Terms of a Harmonic Progressions

If $a, b$ are two real numbers such that $a+ib \neq 0$ for all non-negative integer $i$ , then $\frac{1}{a}, \frac{1}{a+b}, \frac{1}{a+2b}, \ldots$ is a harmonic progression. Moreover, all harmonic progressions are in this form. Thus, if the $k$ -th term of a harmonic progression is $x$ , then there exists some $a,b$ such that $x = \frac{1}{a+(k-1)b}$ , or $(a+(k-1)b)x = 1$ .

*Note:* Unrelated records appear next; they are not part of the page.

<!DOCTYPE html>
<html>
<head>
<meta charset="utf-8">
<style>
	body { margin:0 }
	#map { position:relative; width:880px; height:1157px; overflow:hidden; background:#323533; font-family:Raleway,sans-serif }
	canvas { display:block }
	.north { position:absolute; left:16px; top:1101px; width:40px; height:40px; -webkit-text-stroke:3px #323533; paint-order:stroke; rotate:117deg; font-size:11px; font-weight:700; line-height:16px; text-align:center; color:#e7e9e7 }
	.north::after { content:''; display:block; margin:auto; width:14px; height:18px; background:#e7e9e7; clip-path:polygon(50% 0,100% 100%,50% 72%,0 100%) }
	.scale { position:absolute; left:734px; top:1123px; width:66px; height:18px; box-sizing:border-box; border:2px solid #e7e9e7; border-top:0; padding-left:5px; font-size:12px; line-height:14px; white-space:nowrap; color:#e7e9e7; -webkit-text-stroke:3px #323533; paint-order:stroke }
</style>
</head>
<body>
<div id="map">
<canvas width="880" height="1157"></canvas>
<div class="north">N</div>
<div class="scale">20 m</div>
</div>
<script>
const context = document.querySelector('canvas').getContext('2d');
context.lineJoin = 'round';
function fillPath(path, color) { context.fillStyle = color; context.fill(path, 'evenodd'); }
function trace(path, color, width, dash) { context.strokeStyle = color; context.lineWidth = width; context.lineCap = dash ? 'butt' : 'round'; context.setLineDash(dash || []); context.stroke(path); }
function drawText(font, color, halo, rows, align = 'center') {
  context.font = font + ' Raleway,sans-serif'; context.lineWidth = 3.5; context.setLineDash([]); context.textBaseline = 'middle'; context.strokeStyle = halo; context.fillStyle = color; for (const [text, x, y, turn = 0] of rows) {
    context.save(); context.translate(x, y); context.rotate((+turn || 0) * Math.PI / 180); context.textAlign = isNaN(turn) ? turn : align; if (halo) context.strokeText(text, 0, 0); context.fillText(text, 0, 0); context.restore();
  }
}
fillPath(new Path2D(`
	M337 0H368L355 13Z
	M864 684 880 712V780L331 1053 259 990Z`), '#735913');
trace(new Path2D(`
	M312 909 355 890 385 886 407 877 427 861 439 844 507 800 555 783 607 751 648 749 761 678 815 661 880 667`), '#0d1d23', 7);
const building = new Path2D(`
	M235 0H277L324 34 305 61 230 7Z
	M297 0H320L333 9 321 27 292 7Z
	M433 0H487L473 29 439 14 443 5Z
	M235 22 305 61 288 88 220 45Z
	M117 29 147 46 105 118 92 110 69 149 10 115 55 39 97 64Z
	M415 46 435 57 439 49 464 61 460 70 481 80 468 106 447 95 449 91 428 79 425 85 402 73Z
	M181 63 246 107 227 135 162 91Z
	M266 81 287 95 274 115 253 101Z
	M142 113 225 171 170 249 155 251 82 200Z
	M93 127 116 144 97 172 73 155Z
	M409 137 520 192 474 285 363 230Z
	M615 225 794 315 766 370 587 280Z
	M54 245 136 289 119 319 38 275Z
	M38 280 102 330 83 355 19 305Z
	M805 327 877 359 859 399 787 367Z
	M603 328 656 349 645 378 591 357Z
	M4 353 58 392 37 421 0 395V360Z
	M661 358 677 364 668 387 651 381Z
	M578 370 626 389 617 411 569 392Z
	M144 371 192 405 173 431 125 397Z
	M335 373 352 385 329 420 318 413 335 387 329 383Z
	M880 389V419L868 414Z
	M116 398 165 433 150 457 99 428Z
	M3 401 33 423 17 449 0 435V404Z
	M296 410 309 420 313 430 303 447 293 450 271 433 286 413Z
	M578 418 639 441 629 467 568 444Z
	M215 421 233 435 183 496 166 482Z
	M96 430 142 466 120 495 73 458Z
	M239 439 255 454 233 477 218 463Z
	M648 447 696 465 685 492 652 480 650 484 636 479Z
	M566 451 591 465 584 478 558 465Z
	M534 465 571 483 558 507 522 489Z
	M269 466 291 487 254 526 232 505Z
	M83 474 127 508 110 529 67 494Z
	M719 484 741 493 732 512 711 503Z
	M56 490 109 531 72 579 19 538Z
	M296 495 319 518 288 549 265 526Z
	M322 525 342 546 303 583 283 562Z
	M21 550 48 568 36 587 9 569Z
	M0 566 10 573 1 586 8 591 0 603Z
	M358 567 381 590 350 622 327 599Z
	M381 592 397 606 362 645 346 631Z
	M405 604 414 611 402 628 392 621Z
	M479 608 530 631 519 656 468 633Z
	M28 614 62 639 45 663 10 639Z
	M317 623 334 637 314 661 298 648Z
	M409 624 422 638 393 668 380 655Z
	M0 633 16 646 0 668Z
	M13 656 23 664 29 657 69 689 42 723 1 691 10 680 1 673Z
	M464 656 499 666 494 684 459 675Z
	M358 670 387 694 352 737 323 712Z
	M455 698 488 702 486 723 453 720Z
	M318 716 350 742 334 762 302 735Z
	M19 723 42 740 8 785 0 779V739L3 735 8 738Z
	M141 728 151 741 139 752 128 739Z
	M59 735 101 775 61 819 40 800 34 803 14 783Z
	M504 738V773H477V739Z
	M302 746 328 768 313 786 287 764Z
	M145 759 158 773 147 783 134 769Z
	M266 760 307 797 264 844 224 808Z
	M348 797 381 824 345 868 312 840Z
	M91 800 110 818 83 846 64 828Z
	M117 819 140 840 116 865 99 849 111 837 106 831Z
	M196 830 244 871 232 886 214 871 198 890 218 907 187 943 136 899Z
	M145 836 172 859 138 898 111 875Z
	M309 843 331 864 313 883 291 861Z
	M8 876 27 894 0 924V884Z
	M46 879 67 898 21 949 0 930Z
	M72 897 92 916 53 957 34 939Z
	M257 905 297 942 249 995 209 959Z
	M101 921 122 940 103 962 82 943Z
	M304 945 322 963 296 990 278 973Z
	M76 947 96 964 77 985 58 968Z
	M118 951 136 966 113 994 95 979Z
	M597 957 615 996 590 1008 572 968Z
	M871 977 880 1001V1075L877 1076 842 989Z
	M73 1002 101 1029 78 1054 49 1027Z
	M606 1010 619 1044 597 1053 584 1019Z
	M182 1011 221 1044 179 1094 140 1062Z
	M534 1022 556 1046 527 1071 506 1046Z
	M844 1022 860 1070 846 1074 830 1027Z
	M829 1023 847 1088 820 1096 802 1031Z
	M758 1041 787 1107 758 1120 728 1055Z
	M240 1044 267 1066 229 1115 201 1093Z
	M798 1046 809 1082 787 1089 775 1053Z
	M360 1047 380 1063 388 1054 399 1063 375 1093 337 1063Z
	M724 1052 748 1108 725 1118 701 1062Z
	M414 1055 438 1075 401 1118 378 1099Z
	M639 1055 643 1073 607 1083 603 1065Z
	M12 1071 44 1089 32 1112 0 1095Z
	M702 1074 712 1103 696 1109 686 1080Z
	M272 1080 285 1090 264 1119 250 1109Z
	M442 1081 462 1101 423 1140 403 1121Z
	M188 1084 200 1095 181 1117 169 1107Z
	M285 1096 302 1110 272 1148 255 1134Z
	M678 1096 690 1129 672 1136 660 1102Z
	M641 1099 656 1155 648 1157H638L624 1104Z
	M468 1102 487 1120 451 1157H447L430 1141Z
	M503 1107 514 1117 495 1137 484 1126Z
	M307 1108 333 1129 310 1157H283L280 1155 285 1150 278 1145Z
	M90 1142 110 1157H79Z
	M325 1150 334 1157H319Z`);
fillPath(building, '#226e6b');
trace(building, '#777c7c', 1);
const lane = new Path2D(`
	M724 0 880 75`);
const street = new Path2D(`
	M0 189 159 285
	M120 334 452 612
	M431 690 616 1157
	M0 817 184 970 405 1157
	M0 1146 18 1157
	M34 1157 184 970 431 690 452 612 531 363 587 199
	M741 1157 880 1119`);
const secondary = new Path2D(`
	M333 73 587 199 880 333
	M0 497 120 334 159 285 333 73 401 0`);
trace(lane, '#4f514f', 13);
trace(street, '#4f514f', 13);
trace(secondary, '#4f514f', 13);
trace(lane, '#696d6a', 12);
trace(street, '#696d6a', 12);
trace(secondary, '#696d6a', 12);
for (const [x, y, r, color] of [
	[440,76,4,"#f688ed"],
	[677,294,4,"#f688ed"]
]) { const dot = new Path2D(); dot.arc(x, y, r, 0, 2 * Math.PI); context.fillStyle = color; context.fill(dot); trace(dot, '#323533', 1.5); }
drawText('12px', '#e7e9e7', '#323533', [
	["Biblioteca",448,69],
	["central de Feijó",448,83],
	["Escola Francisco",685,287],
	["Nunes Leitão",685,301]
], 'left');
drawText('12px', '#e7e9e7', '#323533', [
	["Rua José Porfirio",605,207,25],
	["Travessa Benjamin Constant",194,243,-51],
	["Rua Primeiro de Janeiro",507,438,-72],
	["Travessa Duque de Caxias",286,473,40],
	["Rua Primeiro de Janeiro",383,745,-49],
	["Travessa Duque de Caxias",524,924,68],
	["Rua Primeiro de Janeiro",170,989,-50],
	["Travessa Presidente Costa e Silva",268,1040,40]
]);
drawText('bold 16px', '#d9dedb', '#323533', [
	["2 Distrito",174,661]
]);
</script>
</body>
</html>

The $m$ -th term is $n$ , so we have the equation $(a+(m-1)b)n = 1$ , or $bmn + (a-b)n = 1$ , or $(a-b)n = 1-bmn$ .

The $n$ -th term is $m$ , so we also have the equation $(a+(n-1)b)m = 1$ , or $bmn + (a-b)m = 1$ , or $(a-b)m = 1-bmn$ .

Thus $(a-b)n = (a-b)m$ , or $(a-b)(n-m) = 0$ . Since $n,m$ are distinct, $n-m \neq 0$ , so $a-b = 0$ or $a = b$ .

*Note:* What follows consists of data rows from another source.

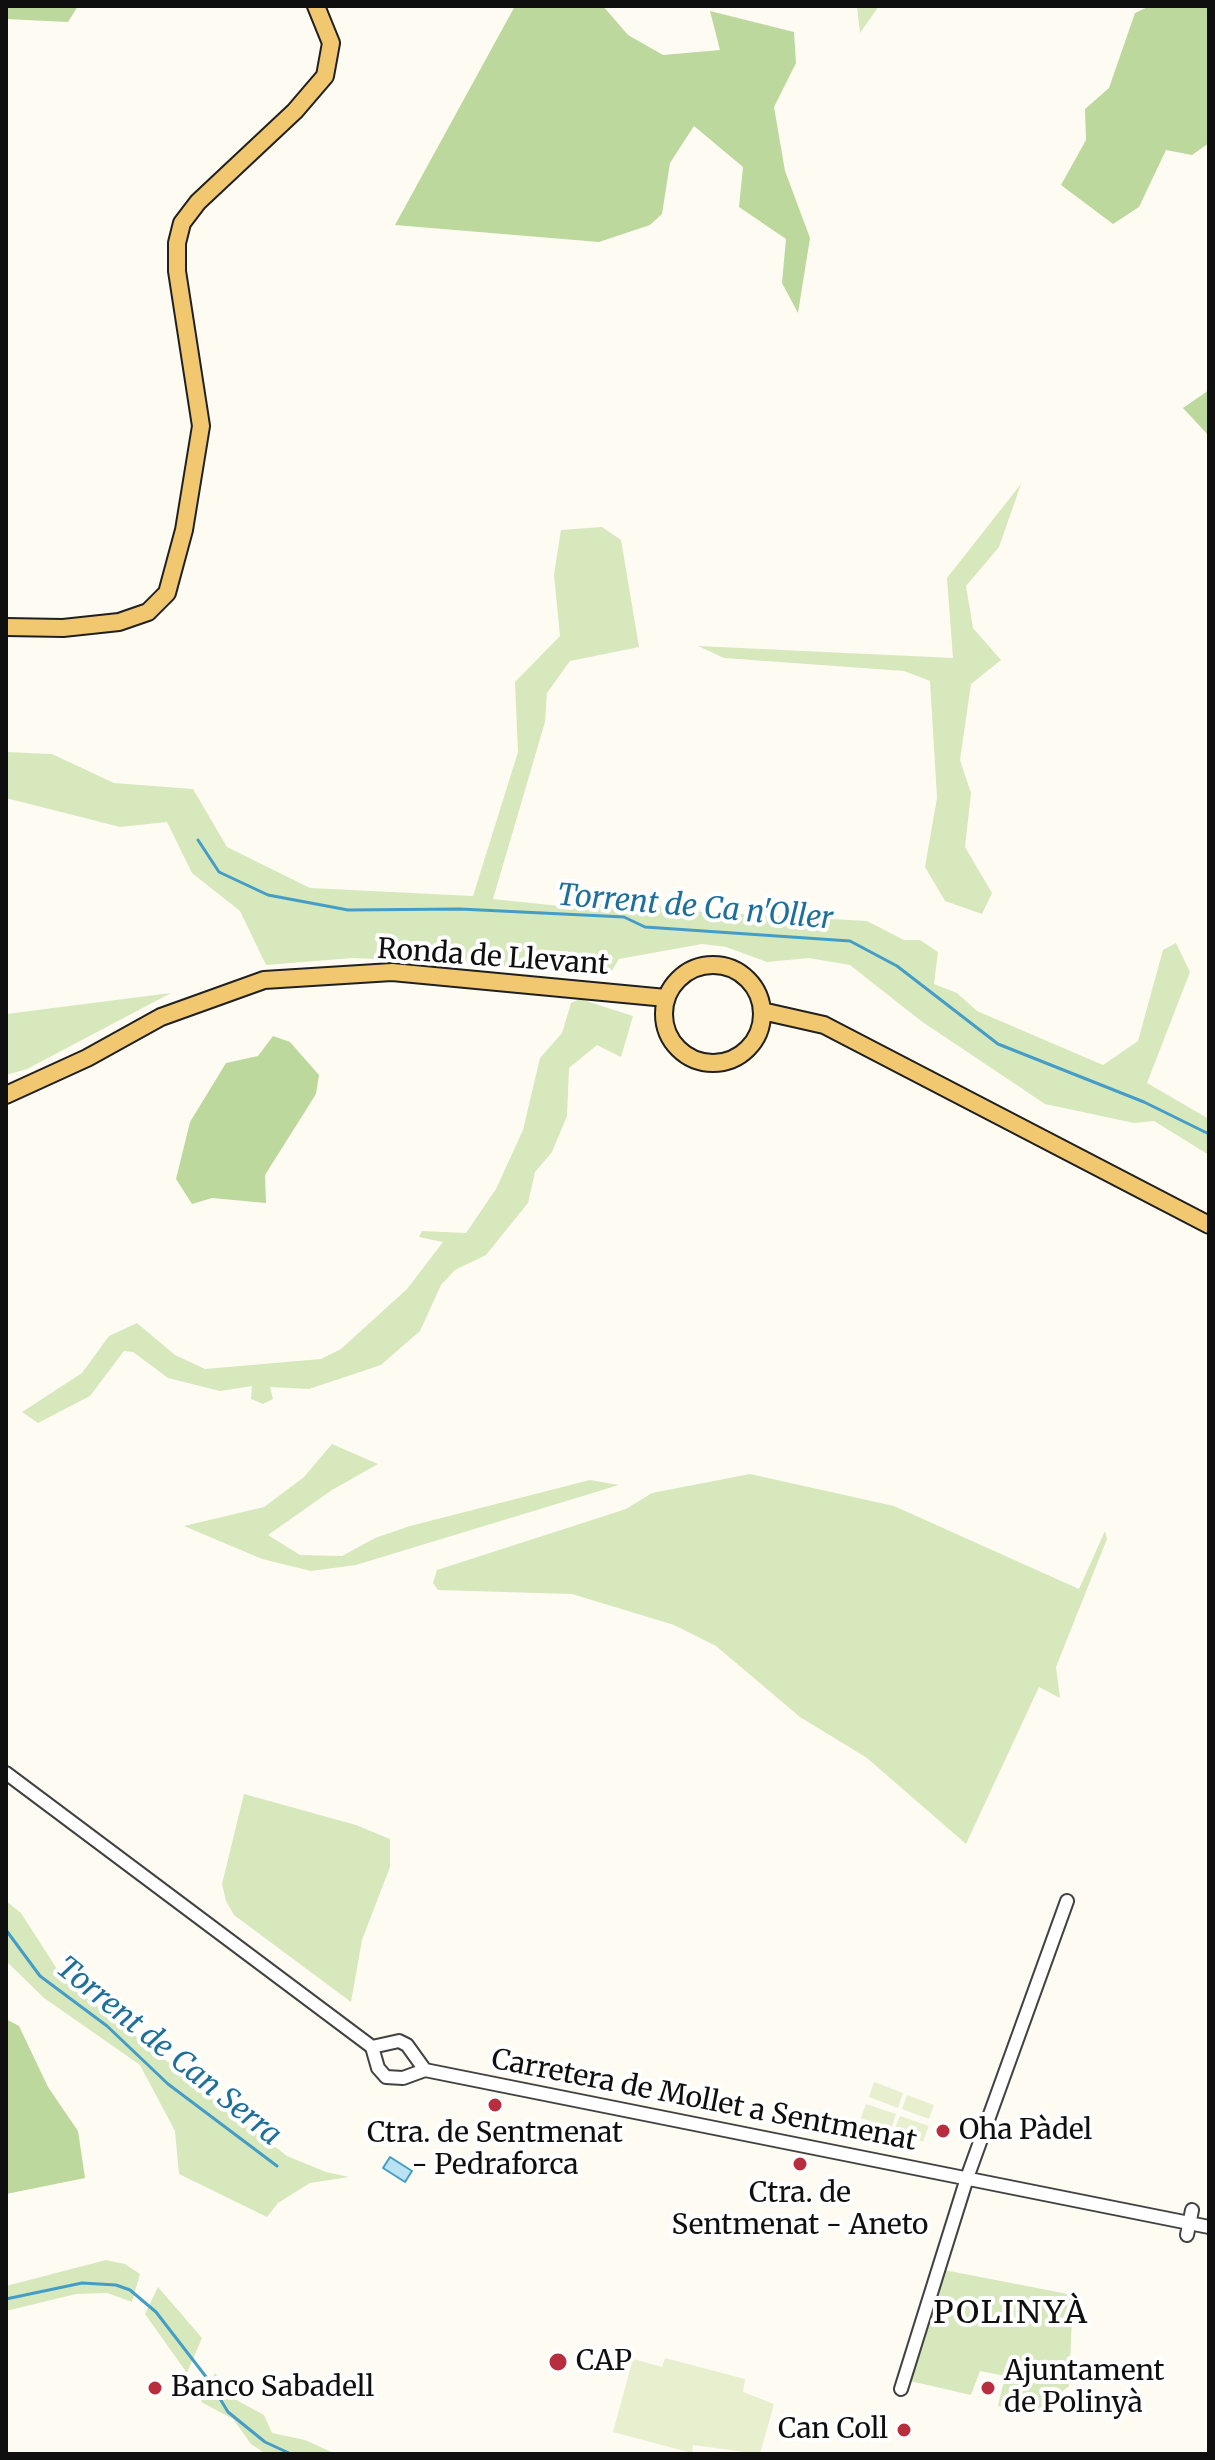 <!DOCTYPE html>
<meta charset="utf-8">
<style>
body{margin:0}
#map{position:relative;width:1215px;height:2460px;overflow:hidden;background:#fefbf3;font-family:Merriweather,serif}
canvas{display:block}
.frame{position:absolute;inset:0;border:8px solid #0f0f0f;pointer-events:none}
</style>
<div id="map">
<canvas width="1215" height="2460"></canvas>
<div class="frame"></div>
</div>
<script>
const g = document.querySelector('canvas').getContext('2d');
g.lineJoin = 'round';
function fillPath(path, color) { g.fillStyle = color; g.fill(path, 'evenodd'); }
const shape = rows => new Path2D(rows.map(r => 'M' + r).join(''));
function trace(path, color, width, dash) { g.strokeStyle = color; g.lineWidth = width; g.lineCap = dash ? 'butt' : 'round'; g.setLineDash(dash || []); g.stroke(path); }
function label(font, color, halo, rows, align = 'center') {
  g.font = font + ' Merriweather,serif'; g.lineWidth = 8; g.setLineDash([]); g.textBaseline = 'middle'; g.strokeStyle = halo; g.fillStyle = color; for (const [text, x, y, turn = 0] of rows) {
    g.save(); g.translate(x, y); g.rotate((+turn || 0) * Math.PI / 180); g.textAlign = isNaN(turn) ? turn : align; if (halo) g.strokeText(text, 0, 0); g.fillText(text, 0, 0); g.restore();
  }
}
fillPath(shape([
 [857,6,879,6,860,33],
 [1021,484,999,547,966,586,973,628,1001,660,971,684,960,760,971,793,965,847,992,893,982,914,945,901,925,867,937,798,930,681,904,671,724,658,698,646,953,658,947,578],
 [602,527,621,540,639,647,570,661,547,693,545,722,493,899,569,907,642,901,672,910,867,921,904,940,920,940,938,952,934,984,957,993,977,1011,1103,1065,1138,1041,1163,950,1176,943,1190,972,1147,1083,1209,1119,1209,1155,1154,1121,1134,1123,1045,1104,921,1021,850,965,809,958,767,962,726,947,702,944,619,959,608,977,473,963,353,958,266,965,240,911,192,873,167,822,120,827,6,798,6,752,52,754,114,783,193,789,227,847,310,888,473,896,518,752,515,682,560,636,554,575,561,530],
 [171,993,27,1069,6,1075,6,1014],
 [580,999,633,1016,621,1057,597,1045,569,1068,567,1116,552,1152,535,1172,528,1203,486,1255,455,1270,441,1285,420,1331,381,1365,309,1389,270,1387,273,1399,263,1404,251,1399,252,1386,220,1391,168,1378,133,1352,124,1351,90,1396,38,1423,22,1412,82,1373,109,1336,137,1323,175,1355,205,1369,321,1359,341,1349,407,1289,443,1242,419,1237,422,1231,466,1233,496,1189,523,1130,540,1058,562,1033,571,1003],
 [332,1444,378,1464,332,1490,268,1535,300,1555,342,1556,375,1538,410,1526,590,1480,619,1485,356,1565,311,1571,262,1559,184,1526,264,1507,304,1477],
 [750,1474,894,1506,1079,1589,1105,1531,1107,1539,1056,1667,1060,1698,1039,1687,966,1844,867,1758,800,1717,716,1646,674,1625,572,1594,438,1590,433,1583,437,1570,626,1509,652,1493],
 [244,1794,356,1825,390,1839,390,1867,362,1940,351,2002,234,1915,226,1901,222,1884],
 [6,1901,21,1913,64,1980,287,2156,326,2172,349,2177,310,2183,278,2203,267,2217,179,2174,175,2131,140,2065,44,1998,6,1961],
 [106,2260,125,2264,140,2274,132,2302,107,2293,76,2294,6,2311,6,2286],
 [944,2270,1073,2295,1069,2386,1034,2414,998,2406,1005,2376,980,2371,971,2395,910,2381],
 [158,2287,202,2338,187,2373,145,2314],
 [215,2373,229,2396,264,2415,272,2433,305,2440,336,2454,266,2454,251,2444,233,2419,201,2402]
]), '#d7e8bd');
fillPath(shape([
 [6,6,78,6,68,22,6,19],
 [515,6,603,6,628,35,663,55,720,50,710,11,794,32,796,63,774,107,785,171,810,238,798,313,782,283,786,239,739,207,743,167,694,126,670,163,662,214,650,225,599,242,395,225],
 [1150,6,1209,6,1209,143,1192,155,1166,150,1139,207,1113,224,1061,185,1086,140,1085,109,1109,88,1135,13],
 [1209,390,1209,436,1183,408],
 [273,1036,290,1042,319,1075,316,1094,265,1175,266,1203,212,1198,192,1204,176,1179,190,1122,226,1063,258,1056],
 [6,2019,19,2026,48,2087,78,2131,85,2178,6,2194]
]), '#bcd89d');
fillPath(shape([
 [874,2082,903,2093,898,2108,869,2097],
 [907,2095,934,2105,929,2119,902,2109],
 [866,2104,896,2114,891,2129,861,2118],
 [900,2116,929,2126,923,2142,894,2130],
 [665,2358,745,2379,743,2392,774,2404,760,2454,693,2445,692,2453,613,2432,633,2359,662,2367]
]), '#e7efcf');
const water = shape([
 [390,2157,412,2171,405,2182,383,2168,390,2157]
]);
fillPath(water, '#bae2f3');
trace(water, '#449dc7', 2);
trace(shape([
 [198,840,219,872,268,895,348,910,460,909,624,917,645,927,850,941,897,966,998,1044,1144,1102,1209,1134],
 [6,1930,40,1976,107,2026,168,2084,277,2166],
 [6,2299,82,2283,116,2285,130,2290,156,2312,210,2382,228,2412,265,2442,291,2454]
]), '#449dc7', 3);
const minor = shape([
 [6,1773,372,2047,378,2068,386,2077,403,2078,425,2070,1209,2227],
 [372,2047,399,2041,407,2045,425,2070],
 [1187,2235,1192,2210],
 [901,2389,967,2178,1067,1901]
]);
const major = shape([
 [6,627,63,628,119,622,148,612,167,593,184,530,201,426,177,271,177,243,182,223,198,202,295,111,325,76,331,43,316,6],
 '664 1014a49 49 0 1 1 98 0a49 49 0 1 1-98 0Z',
 [762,1011,824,1025,1209,1225],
 [6,1095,87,1058,161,1017,264,980,392,972,666,998]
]);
trace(minor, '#424242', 16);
trace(major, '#202020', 20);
trace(minor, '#fff', 12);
trace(major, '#f1c870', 16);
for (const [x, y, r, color] of [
 [495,2105,8,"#b92e3f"],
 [943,2131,8,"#b92e3f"],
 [800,2164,8,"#b92e3f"],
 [558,2362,10,"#b92e3f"],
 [155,2388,8,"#b92e3f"],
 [988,2388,8,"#b92e3f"],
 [904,2430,8,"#b92e3f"]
]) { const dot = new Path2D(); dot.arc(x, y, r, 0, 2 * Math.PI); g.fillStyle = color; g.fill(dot); trace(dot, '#fff', 3); }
label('28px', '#0f0f0f', '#fff', [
 ["Ronda de Llevant",493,958,4],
 ["Carretera de Mollet a Sentmenat",704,2101,11]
]);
label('28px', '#0f0f0f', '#fff', [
 ["Oha Pàdel",959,2131],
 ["Ctra. de Sentmenat",495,2134,"center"],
 ["- Pedraforca",495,2166,"center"],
 ["Ctra. de",800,2194,"center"],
 ["Sentmenat - Aneto",800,2226,"center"],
 ["CAP",576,2362],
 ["Ajuntament",1004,2372],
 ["de Polinyà",1004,2404],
 ["Banco Sabadell",171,2388],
 ["Can Coll",888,2430,"right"]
], 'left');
label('italic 30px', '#1e6f9c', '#fff', [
 ["Torrent de Ca n'Oller",695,908,5],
 ["Torrent de Can Serra",168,2052,39]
]);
g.letterSpacing = '2px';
label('32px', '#0f0f0f', '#fff', [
 ["POLINYÀ",1011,2314]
]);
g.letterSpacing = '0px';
</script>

Substituting to either equation above, we obtain $(a+(m-1)a)n = 1$ , or $amn = 1$ . Thus $a = \frac{1}{mn}$ , and since $a = b$ , we have $b = \frac{1}{mn}$ .

Finally, the $mn$ -th term is given by $\frac{1}{a+(mn-1)b}$ . Substituting $a = b = \frac{1}{mn}$ gives $\frac{1}{\frac{1}{mn} + (mn-1) \cdot \frac{1}{mn}} = \frac{1}{mn \cdot \frac{1}{mn}} = \boxed{1}$

$\begin{cases} m^\text{th} \text{ term:} & \dfrac 1{a+(m-1)d} = n & \implies an + mnd - nd = 1 \\ n^\text{th} \text{ term:} & \dfrac 1{a+(n-1)d} = m & \implies am + mnd - md = 1 \end{cases}$

$\begin{aligned} \implies an + mnd - nd & = am + mnd - md \\ a(n-m) & = (n-m)d \\ \implies a & = d \end{aligned}$

$\begin{aligned} \implies k^\text{th} \text{ term:} \quad \frac 1{a+(k-1)d} & = \frac 1{a+(k-1)a} = \frac 1{ak} \end{aligned}$

$\begin{aligned} \implies m^\text{th} \text{ term:} \quad \frac 1{am} & = n \\ \implies amn & = 1 \end{aligned}$

$\begin{aligned} \implies (mn)^\text{th} \text{ term:} \quad \frac 1{amn} & = \frac 11 = \boxed{1} \end{aligned}$

To solve this problem, one only needs to plug in m=2 and n=1 and the answer follows immediately. However, the hard part is to prove that whatever m and n we choose, the (mn)th term is invariant.